▸ Records shown:
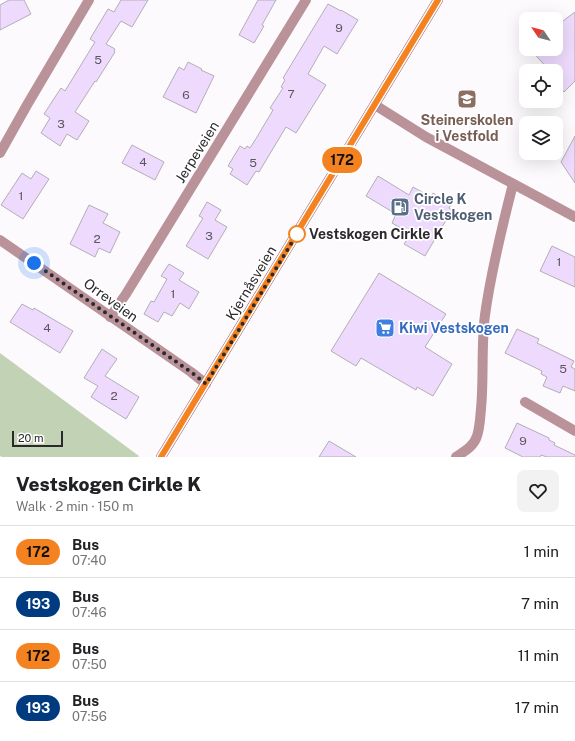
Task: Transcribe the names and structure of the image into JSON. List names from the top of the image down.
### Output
{
  "streets": {
    "main road": ["Kjernåsveien"],
    "street": ["Jerpeveien", "Orreveien"]
  },
  "crossings": [
    ["Jerpeveien", "Orreveien"],
    ["Kjernåsveien", "Orreveien"]
  ],
  "places": {
    "school or university": ["Steinerskolen i Vestfold"],
    "fuel station": ["Circle K Vestskogen"],
    "other": ["Vestskogen Cirkle K"],
    "supermarket": ["Kiwi Vestskogen"]
  },
  "lines": ["bus line 172"],
  "house_numbers": [
    "9",
    "5",
    "7",
    "6",
    "3",
    "4",
    "5",
    "1",
    "3",
    "2",
    "1",
    "1",
    "4",
    "5",
    "2",
    "9"
  ],
  "scale_bar": "20 m",
  "north": "top left",
  "page": {
    "on_map": "172",
    "scale": "20 m",
    "heading": ["Vestskogen Cirkle K", "Walk · 2 min · 150 m"],
    "list": [
      {
        "mark": "172",
        "name": "Bus",
        "note": "07:40",
        "value": "1 min"
      },
      {
        "mark": "193",
        "name": "Bus",
        "note": "07:46",
        "value": "7 min"
      },
      {
        "mark": "172",
        "name": "Bus",
        "note": "07:50",
        "value": "11 min"
      },
      {
        "mark": "193",
        "name": "Bus",
        "note": "07:56",
        "value": "17 min"
      }
    ]
  }
}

▸ What you need to do:
Retype the listing verbatim, minus every image.

▸ Expected output:
Task: Transcribe the names and structure of the image into JSON. List names from the top of the image down.
### Output
{
  "streets": {
    "main road": ["Kjernåsveien"],
    "street": ["Jerpeveien", "Orreveien"]
  },
  "crossings": [
    ["Jerpeveien", "Orreveien"],
    ["Kjernåsveien", "Orreveien"]
  ],
  "places": {
    "school or university": ["Steinerskolen i Vestfold"],
    "fuel station": ["Circle K Vestskogen"],
    "other": ["Vestskogen Cirkle K"],
    "supermarket": ["Kiwi Vestskogen"]
  },
  "lines": ["bus line 172"],
  "house_numbers": [
    "9",
    "5",
    "7",
    "6",
    "3",
    "4",
    "5",
    "1",
    "3",
    "2",
    "1",
    "1",
    "4",
    "5",
    "2",
    "9"
  ],
  "scale_bar": "20 m",
  "north": "top left",
  "page": {
    "on_map": "172",
    "scale": "20 m",
    "heading": ["Vestskogen Cirkle K", "Walk · 2 min · 150 m"],
    "list": [
      {
        "mark": "172",
        "name": "Bus",
        "note": "07:40",
        "value": "1 min"
      },
      {
        "mark": "193",
        "name": "Bus",
        "note": "07:46",
        "value": "7 min"
      },
      {
        "mark": "172",
        "name": "Bus",
        "note": "07:50",
        "value": "11 min"
      },
      {
        "mark": "193",
        "name": "Bus",
        "note": "07:56",
        "value": "17 min"
      }
    ]
  }
}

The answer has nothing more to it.